The fortifications at Red Bank were part of this ring around Philadelphia, which British forces had been rolling up through the summer and fall of 1777. A fort named Fort Mifflin stood on a rather insubstantial island in the Delaware called (appropriately) Mud Island, toward the Pennsylvania side; the fort on the Jersey side (in or just south of modern Camden, NJ) was called Fort Mercer (named after Brigadier General Hugh Mercer, a doctor turned warrior who died of wounds from the Battle of Princeton in January, 1777), but not knowing that name, the British called it Red Bank. The forts guarded water obstacles, chevaux-de-frise, and covered those obstacles with the observation and fires necessary to prevent English engineers from dismantling the blockages. To achieve Lord Howe’s strategic objective of the relief of Philadelphia, these forts had to go.

It was Red Bank’s turn to be reduced by amphibious attack on 21 October 1777. The operation was a success, in that the British took the ground they sought; but it was a costly success.  First, here’s the commanding officer’s spin. This is the report of the British commander, General Sir William Howe, in a letter he wrote to Lord George Germaine from Philadelphia on 25 October 1777.

 My Lord,

The enemy having intrenched about 100 men at Red-Bank, upon the Jersey shore, some little distance above Fort Island, Colonel Donop, with three battalions of Hessian grenadiers, the regiment of Mirback, and the infantry, Chasseurs, crossed the Delaware on the 21st instant to Cooper’s Ferry, opposite to this town, with directions to proceed to the attack of that post. The detachment marched a part of the way on the same day, and on the 22nd in the afternoon was before Red Bank; Colonel Donop immediately made the best disposition, and led the troops in the most gallant manner to the assault. They carried an extensive outwork, from which the enemy were driven into an interior intrenchment, which could not be forced without ladders, being eight or nine feet high, with the parapet boarded and fraized. The detachment in moving up, and returning from, the attack, was much galled by the enemy’s gallies and floating batteries.

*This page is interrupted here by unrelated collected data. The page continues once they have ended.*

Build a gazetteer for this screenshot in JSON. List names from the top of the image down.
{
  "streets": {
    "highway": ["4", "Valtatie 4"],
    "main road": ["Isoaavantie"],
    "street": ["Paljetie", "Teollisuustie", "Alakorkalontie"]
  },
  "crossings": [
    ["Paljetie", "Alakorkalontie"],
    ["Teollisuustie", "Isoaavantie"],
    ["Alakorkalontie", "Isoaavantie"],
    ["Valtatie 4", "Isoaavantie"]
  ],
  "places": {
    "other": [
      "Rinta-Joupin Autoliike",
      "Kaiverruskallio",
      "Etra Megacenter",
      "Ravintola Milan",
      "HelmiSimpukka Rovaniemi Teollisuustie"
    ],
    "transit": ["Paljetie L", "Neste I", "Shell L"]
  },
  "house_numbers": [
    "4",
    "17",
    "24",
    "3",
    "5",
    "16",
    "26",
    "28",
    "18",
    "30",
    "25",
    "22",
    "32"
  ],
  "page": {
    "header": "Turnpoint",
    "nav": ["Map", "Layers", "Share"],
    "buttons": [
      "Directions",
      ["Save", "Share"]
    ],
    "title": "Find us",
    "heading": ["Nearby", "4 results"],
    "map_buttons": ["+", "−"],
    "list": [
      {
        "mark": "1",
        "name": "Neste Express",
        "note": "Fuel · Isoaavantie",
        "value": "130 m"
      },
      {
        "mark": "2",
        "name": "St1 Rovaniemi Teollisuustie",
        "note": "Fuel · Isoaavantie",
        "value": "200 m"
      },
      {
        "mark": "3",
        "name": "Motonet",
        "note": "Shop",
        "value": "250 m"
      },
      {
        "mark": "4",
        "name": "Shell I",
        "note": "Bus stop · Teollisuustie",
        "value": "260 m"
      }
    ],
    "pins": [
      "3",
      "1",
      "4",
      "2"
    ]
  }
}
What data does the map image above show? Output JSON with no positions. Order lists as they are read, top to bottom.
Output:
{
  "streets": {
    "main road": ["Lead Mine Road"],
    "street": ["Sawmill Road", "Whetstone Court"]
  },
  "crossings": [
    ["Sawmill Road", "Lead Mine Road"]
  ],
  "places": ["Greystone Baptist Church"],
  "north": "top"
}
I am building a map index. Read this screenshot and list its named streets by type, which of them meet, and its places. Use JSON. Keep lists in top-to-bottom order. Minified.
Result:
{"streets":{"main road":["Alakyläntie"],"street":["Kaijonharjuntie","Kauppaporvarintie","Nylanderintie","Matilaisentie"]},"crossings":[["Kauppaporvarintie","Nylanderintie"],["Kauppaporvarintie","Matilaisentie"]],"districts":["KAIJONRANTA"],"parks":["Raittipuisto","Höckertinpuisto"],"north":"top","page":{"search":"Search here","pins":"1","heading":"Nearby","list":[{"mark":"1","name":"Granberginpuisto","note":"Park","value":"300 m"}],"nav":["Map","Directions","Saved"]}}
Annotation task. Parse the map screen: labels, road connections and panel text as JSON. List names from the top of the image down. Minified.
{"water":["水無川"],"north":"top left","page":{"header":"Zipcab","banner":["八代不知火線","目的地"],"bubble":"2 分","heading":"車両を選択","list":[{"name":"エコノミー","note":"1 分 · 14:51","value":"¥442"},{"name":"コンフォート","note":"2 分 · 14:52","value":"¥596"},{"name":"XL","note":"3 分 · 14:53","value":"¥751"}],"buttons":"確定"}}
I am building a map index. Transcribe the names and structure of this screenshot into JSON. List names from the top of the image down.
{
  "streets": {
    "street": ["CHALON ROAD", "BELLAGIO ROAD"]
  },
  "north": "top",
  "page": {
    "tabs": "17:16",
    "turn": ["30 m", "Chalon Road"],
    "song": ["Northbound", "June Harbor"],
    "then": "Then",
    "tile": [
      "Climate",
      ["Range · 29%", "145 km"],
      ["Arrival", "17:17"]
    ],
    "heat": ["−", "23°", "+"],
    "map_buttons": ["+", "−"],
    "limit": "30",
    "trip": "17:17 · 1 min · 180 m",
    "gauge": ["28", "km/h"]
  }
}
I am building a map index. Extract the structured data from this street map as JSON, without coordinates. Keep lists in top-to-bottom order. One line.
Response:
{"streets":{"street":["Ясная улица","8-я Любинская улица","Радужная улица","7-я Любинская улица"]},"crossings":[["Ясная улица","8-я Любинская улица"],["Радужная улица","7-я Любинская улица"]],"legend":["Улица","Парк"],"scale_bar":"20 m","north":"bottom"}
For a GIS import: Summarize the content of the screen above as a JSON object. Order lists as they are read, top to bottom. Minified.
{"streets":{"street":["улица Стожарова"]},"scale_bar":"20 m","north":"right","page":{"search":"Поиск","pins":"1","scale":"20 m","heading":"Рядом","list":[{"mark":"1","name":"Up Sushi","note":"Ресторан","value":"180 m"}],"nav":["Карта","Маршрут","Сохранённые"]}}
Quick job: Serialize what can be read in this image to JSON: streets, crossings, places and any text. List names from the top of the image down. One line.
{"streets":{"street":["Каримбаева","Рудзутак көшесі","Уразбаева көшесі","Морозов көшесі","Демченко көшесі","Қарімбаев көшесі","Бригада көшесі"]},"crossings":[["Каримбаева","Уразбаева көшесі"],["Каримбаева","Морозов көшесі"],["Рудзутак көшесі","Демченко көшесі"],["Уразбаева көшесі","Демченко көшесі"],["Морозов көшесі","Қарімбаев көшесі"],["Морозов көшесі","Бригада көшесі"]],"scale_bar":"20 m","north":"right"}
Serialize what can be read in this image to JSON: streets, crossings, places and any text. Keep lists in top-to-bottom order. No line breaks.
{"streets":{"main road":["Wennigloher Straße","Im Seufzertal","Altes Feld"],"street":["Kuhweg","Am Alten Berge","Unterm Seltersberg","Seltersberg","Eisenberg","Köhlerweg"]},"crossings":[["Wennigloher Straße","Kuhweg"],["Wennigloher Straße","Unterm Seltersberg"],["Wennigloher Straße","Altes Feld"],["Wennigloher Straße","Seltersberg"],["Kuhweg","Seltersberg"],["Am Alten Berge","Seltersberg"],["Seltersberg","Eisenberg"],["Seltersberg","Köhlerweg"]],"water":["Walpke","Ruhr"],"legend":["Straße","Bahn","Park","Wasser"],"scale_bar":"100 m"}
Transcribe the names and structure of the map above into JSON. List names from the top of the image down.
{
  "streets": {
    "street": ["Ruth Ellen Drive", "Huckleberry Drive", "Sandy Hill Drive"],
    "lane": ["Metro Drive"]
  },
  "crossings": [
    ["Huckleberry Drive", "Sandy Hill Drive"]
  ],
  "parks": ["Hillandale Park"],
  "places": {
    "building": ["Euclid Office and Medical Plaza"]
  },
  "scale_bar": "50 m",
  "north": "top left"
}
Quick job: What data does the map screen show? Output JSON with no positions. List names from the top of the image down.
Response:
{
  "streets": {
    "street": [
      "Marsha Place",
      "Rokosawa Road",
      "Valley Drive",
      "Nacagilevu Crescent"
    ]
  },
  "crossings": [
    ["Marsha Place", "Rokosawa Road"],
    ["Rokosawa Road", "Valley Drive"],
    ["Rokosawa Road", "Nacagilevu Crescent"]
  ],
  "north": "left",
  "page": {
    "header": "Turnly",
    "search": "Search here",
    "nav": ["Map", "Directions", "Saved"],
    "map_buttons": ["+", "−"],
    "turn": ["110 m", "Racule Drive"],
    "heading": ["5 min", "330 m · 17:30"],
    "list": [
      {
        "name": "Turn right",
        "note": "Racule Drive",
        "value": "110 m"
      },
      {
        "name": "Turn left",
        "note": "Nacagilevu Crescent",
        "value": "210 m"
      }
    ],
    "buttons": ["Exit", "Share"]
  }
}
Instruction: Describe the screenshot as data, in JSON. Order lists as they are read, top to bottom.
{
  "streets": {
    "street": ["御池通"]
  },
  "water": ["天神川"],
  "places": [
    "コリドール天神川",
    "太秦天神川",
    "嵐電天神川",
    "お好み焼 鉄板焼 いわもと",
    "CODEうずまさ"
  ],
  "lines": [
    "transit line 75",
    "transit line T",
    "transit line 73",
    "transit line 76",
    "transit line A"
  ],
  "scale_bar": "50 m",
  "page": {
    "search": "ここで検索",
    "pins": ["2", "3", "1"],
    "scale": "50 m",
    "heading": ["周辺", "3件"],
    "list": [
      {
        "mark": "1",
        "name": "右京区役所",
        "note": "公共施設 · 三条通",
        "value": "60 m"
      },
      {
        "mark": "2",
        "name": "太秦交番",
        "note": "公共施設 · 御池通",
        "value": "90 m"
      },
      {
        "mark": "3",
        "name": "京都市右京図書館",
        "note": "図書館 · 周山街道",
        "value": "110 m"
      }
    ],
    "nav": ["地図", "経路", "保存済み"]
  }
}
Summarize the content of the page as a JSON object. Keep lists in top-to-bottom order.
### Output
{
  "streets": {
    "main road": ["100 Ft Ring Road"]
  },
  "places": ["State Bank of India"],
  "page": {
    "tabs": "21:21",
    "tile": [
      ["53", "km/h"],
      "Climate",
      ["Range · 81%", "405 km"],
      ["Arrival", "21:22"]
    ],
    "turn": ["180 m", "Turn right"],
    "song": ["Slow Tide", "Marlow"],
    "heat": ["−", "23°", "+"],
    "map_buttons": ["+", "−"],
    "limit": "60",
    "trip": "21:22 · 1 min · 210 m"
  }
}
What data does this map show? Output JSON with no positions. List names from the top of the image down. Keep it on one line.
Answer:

Colonel Donop and Lieutenant Colonel Minningerode being both wounded, the command devolved upon the Lieutenant Colonel Linsing, who after collecting all the wounded that could be brought off, marched that night about 5 miles towards Cooper’s ferry, and on the following morning returned with the detachment to camp.

Colonel Donop unfortunately had his thigh so much fractured by a musket ball, that he could not be removed; but I since I understand there are some hopes of his recovery. There were several brave Officers lost upon this occasion, in which the utmost ardour and coverage or displayed by both officers and soldiers.

Contemporary woodcut of the Battle of Red Bank.

Contemporary woodcut of the Battle of Red Bank.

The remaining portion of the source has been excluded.